In 2018, there were 693,750 international students in Australia. With 45.5 percent of international students enrolled in higher education institutions, the revenue from international student fees has become an important source of income for Australian universities.
For universities, this revenue forms an important cross-subsidy into funding core research activities, and it is conservatively estimated that one in every five dollars spent on research is cross-subsidised from teaching revenue2.
It is no surprise that Australian universities are competing heavily to attract international students to study at their institutions. Universities understand that international university rankings – such as the Quacquarelli Symonds (QS)3 and Times Higher Education (THE)4 World University Rankings – enable them to build, maintain or improve their reputation and profile internationally, and that high-achieving students use rankings to shortlist institutional choices, especially at the postgraduate level5.
In fact, data indicates that:
As a result, universities have increasingly incorporated rankings results into strategic planning.
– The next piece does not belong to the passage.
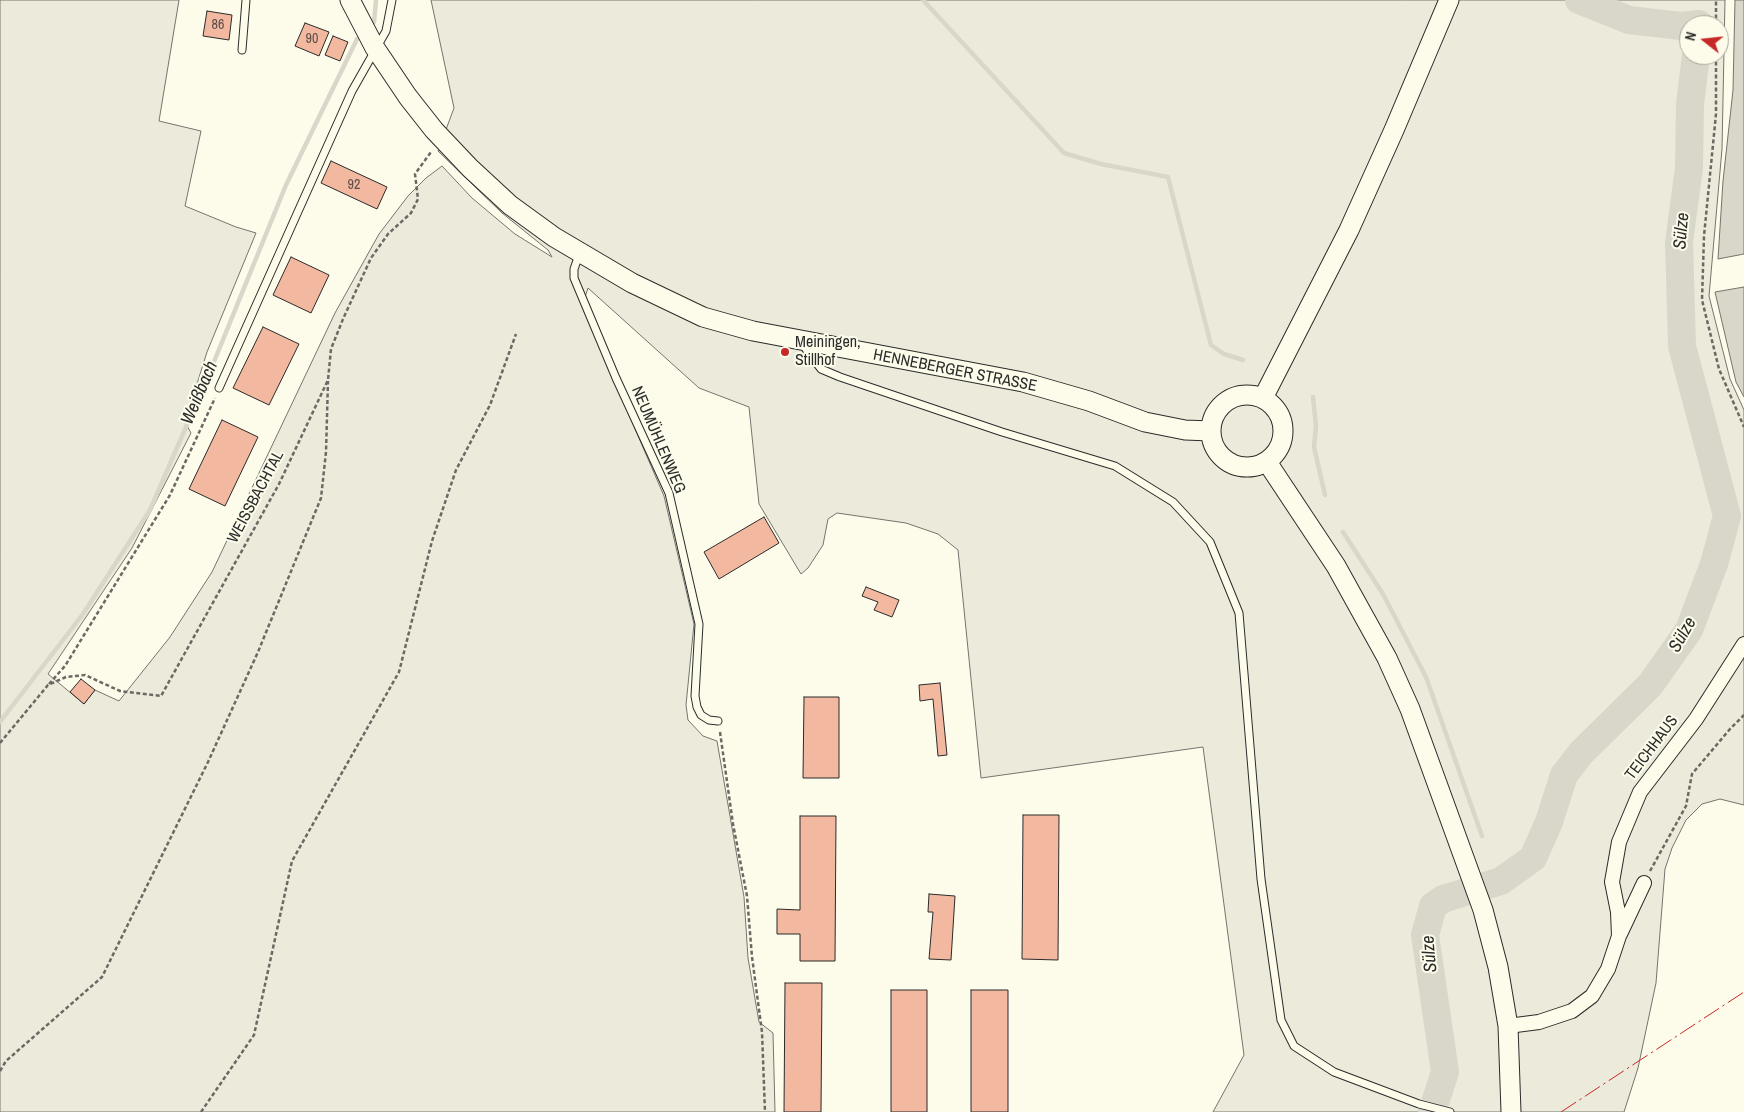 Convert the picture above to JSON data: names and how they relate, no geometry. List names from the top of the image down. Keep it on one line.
{"streets":{"main road":["HENNEBERGER STRASSE"],"street":["TEICHHAUS"],"lane":["NEUMÜHLENWEG"],"path":["WEISSBACHTAL"]},"crossings":[["HENNEBERGER STRASSE","NEUMÜHLENWEG"],["HENNEBERGER STRASSE","WEISSBACHTAL"]],"water":["Sülze","Weißbach"],"places":["Meiningen, Stillhof"],"house_numbers":["86","90","92"],"north":"left"}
Most Australian universities now have formal internal mechanisms to regularly review their rankings performance, as well as strategies to improve their ranking. The presence of an institution in the rankings table heightens their reputation and profile9.
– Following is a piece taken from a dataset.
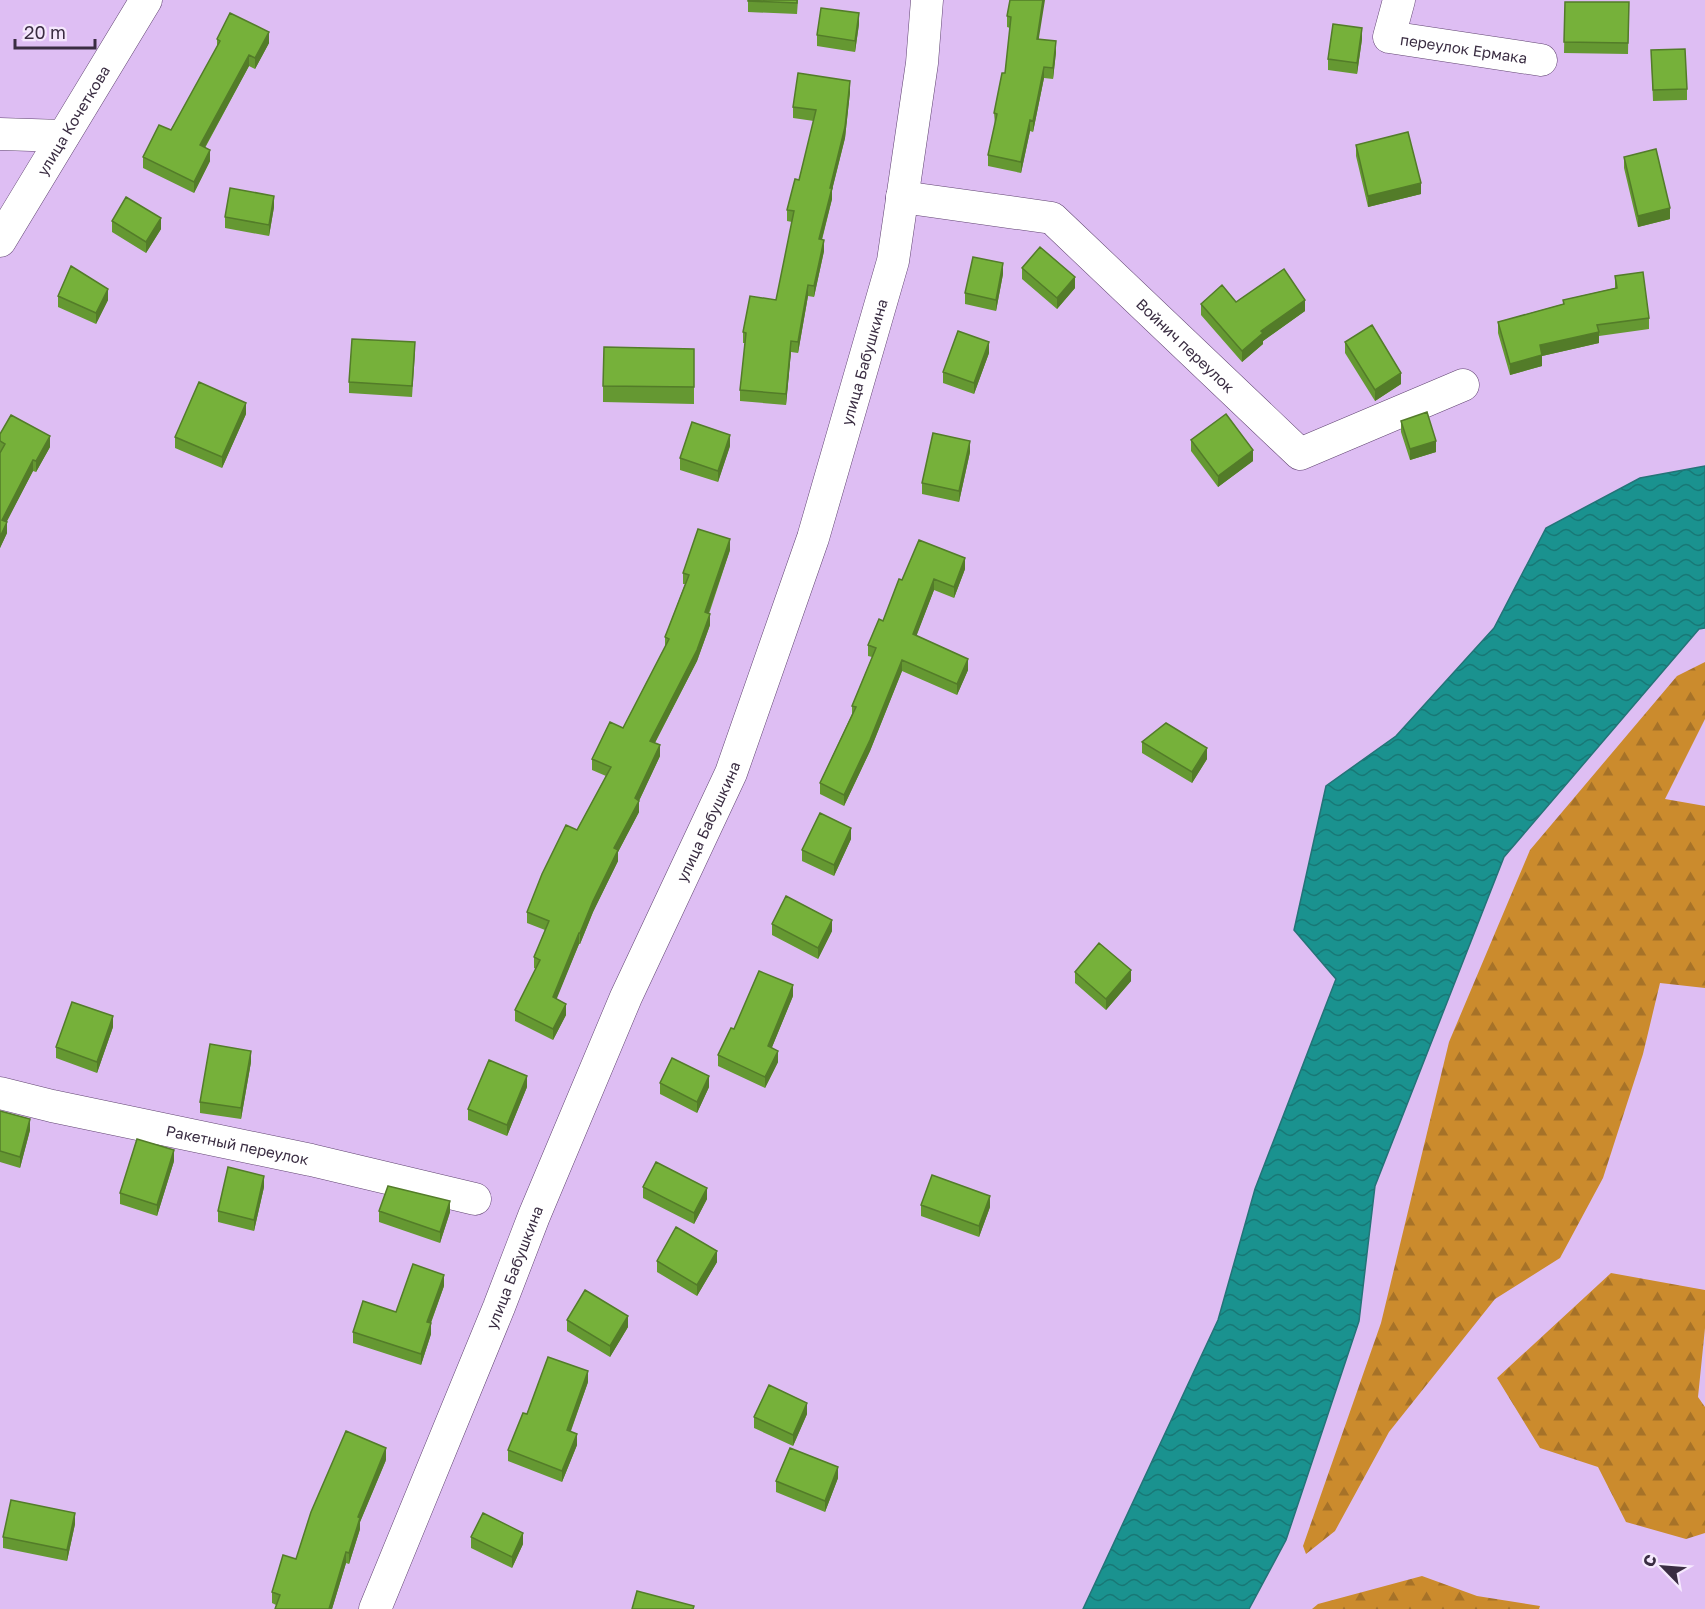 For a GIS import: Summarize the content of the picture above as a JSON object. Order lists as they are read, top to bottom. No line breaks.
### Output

A possible reason is that rankings are currently the only available comparative measure for higher education institutions at an international scale10. As a result, institutions use rankings to set targets or benchmark their performance, set strategic goals, define targets/key performance indicators (KPIs), and aid resource allocation11. Rankings are seen to provide the evidence, justification or rationale for making strategic change and investment across a university12.
To date, most Australian universities’ rankings strategies have focused on what we might think of as ‘low hanging fruit’. For example, most universities have streamlined and optimised the way they collect and report data to the rankings agencies.
Similarly, most universities maintain databases of academic colleagues and employers of graduates to submit to QS for the survey metrics. And marketing teams routinely engage such people in the lead up to the rankings to keep the university ‘top of mind’. The benefits of such tactical ‘optimisation’ cap out pretty quickly, and in order to continue to improve, significant strategic investments will be required.
To help universities develop their rankings strategy, and to understand the costs and benefits of improved institutional ranking performance, KPMG Australia has developed an International Rankings Return on Investment Model. Our model allows Australian universities to understand how investment in different areas of university operations (e.g. research expenditure, staffing levels, marketing spend) can improve rankings performance and generate international student revenue.
Our model helps universities to understand:
To do this, we have examined the relationship between institutional rankings performance and international student enrolments, trends in international university performance in QS and THE rankings for over 1000 universities, and patterns of university expenditure for all Australian universities over a five year period. Our data driven approach allows universities to have an evidence base to decisions on investment into institutional rankings performance.
To illustrate the tool, we have presented two hypothetical scenarios generated by the model:
In each case, we have analysed what impact an additional investment of $50 million and $100 million would make on each university’s rankings performance and student revenue.
|Scenario||Rank with additional $50m investment||Rank with additional $100m investment|
|Top 50 rank university||Just inside top 40||Just outside top 30|
|350-300 rank university||Top 250||Top 150|
For the lower ranked institution
As might be expected, for the higher ranked university
However, not all expenditure is created equally, and spending has to be targeted at improving in areas where the university can improve its rankings, and not at areas where it can’t. For example, for our hypothetical university in the world’s top 50, there are a range of metrics in the QS ranking where the university is already performing almost at the top of what is possible – like academic reputation and employer reputation. Investing more into university marketing, while it may be an important activity, might not therefore represent the best rankings strategy available.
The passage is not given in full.